Sophia Chikirou, candidate LFI à la mairie de Paris, sera jugée en mai 2026 pour escroquerie par le tribunal correctionnel de Paris. Prévu le 12 mai, ce procès se penchera sur des faits présumés remontant à juillet 2018, a appris l’AFP de source judiciaire, dimanche 4 janvier 2026. Pour la candidate, il s’agit d’un simple « différend commercial » déjà réglé.

Sophia Chikirou est soupçonnée d’avoir « tenté à plusieurs reprises de tromper la banque Crédit du Nord » au préjudice du site d’actualité Le Média, qu’elle avait cofondé. Ses « tentatives » visaient à remettre une somme de plus de 67.000 euros à Mediascop, sa société de conseil en communication, a précisé la source judiciaire.

Dans ce dossier, les enquêteurs ont mis en avant « un commencement d’exécution » : la prévenue est accusée de s’être présentée comme présidente de la société Le Média alors qu’elle « n’avait plus cette qualité » et d’avoir demandé un virement, finalement non abouti, car il n’y avait pas suffisamment d’argent sur le compte.

Le virement n’a toutefois pas été réalisé car le chargé de compte s’est « méfié » au regard « des circonstances particulières de l’opération » et que la « nouvelle présidente » du Média a fait « opposition ». Sophia Chikirou doit aussi comparaître pour avoir « soustrait frauduleusement deux formules de chèque ».

Une affaire sans « plaignant ni préjudice », dénonce Chikirou

L’annonce du procès a fait bondir Sophia Chikirou, investie par le mouvement de Jean-Luc Mélenchon comme tête de liste aux municipales de mars 2026. Elle était la seule candidate. « Le parquet de Paris décide de me faire un procès en pleine campagne municipale au sujet d’une histoire datant de 2018 qui relève d’un différend commercial entre deux sociétés », a réagi Sophia Chikirou après de l’AFP

« Depuis, cette date, les deux sociétés ont convenu d’un accord et ont cessé toutes leurs démarches », a-t-elle affirmé. « C’est donc un procès décidé par le ministère public pour une affaire où il n’y a aucun plaignant ni préjudice ! L’affaire est éminemment politique et n’a pour but que de salir et gêner ma campagne », a-t-elle fustigé.

Figure de premier plan de LFI et proche de Jean-Luc Mélenchon, dont elle a dirigé la communication lors des campagnes présidentielles de 2012 et 2017, Sophia Chikirou est également mise en examen depuis septembre 2024, notamment pour escroquerie aggravée, dans une information judiciaire liée aux comptes de campagne 2017 de Jean-Luc Mélenchon.
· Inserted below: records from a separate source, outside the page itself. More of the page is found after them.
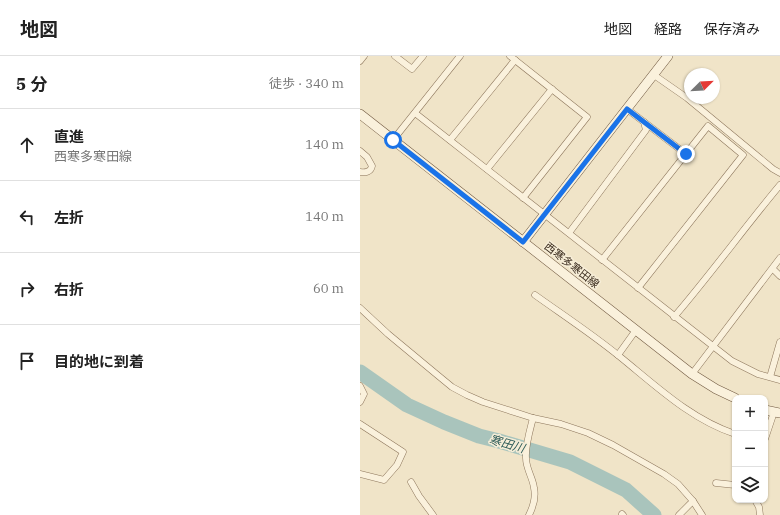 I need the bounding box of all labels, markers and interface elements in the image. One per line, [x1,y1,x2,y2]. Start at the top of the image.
text: 地図 [20,17,58,41]
text: 地図 [604,20,632,38]
text: 経路 [654,20,682,38]
text: 保存済み [704,20,760,38]
north arrow [684,68,720,104]
text: 5 分 [16,73,47,95]
text: 徒歩 · 340 m [269,75,344,92]
text: 直進 [54,127,84,146]
route start [384,131,402,149]
icon: ahead [16,134,38,156]
text: 140 m [305,136,344,153]
route end [677,145,695,163]
text: 西寒多寒田線 [54,148,132,165]
icon: left [16,206,38,228]
text: 左折 [54,208,84,227]
text: 140 m [305,208,344,225]
street label: 西寒多寒田線 [542,239,602,291]
icon: right [16,278,38,300]
text: 右折 [54,280,84,299]
text: 60 m [313,280,344,297]
icon: arrive [16,350,38,372]
text: 目的地に到着 [54,352,144,371]
map controls [732,395,768,503]
button: + [732,395,768,431]
water label: 寒田川 [488,431,528,456]
button: − [732,431,768,467]
button: layers [732,467,768,503] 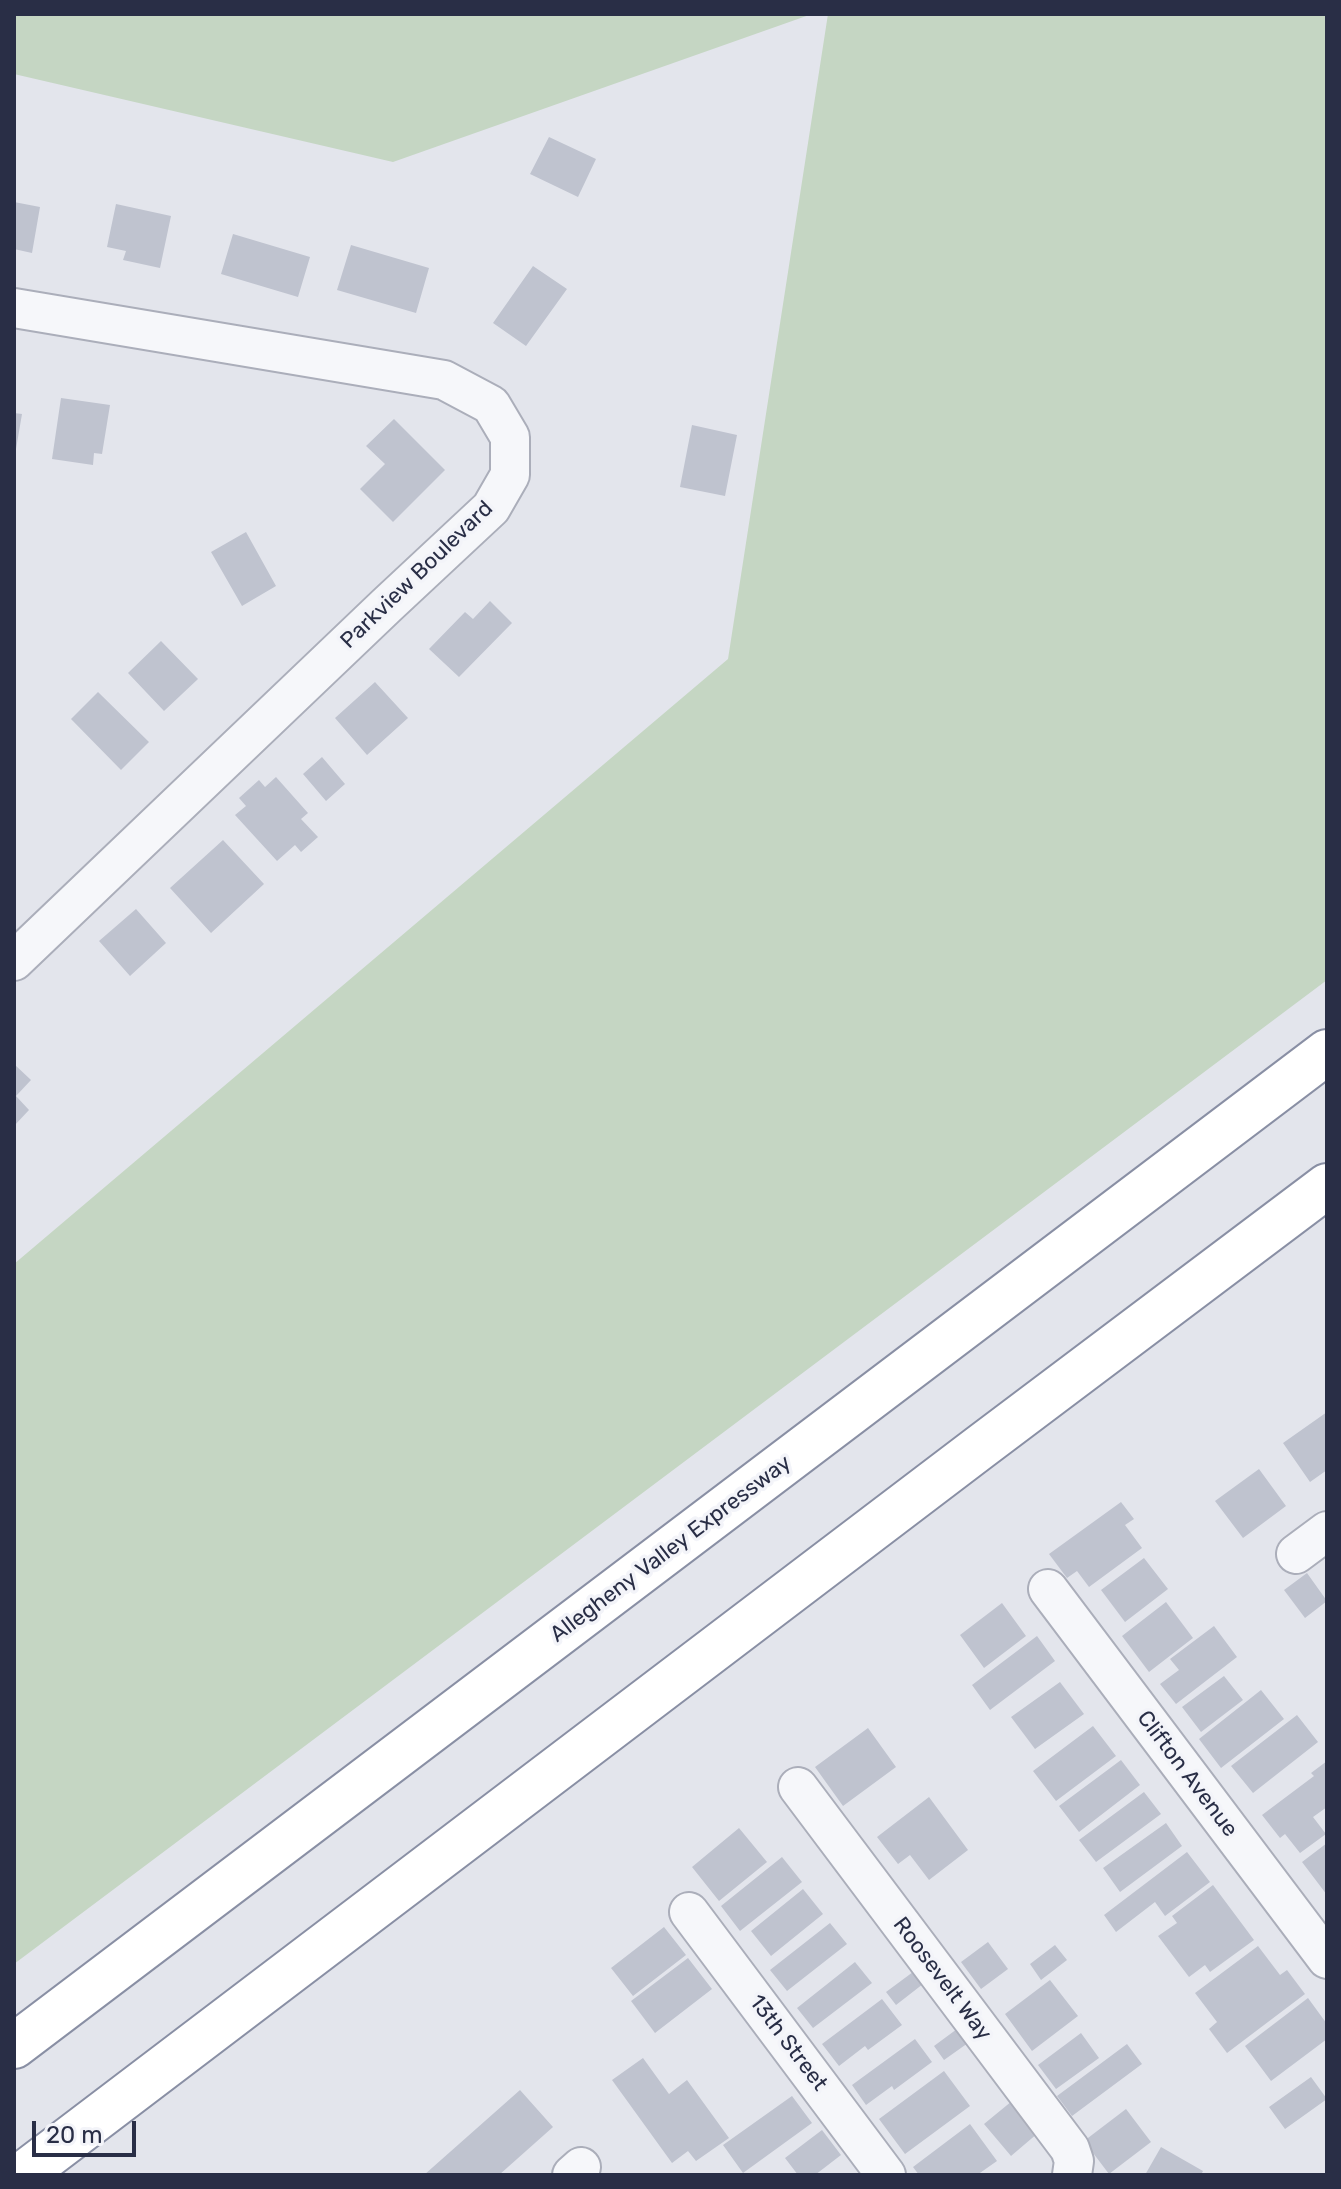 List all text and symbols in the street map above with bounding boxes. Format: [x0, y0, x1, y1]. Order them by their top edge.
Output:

Les investigations sont en cours et elle conteste les accusations.

Rachida Dati, candidate à Paris et également mise en examen

Sophia Chikirou n’est pas la seule aspirante à la mairie de Paris, à avoir maille à partir avec la justice. La ministre Rachida Dati fait l’objet de plusieurs enquêtes, dont l’une a conduit en décembre à des perquisitions dans sa mairie du 7e arrondissement et à ses domiciles. Surtout, Rachida Dati doit comparaître en septembre 2026 dans un procès pour corruption et trafic d’influence, aux côtés de l’ancien magnat de l’automobile Carlos Ghosn.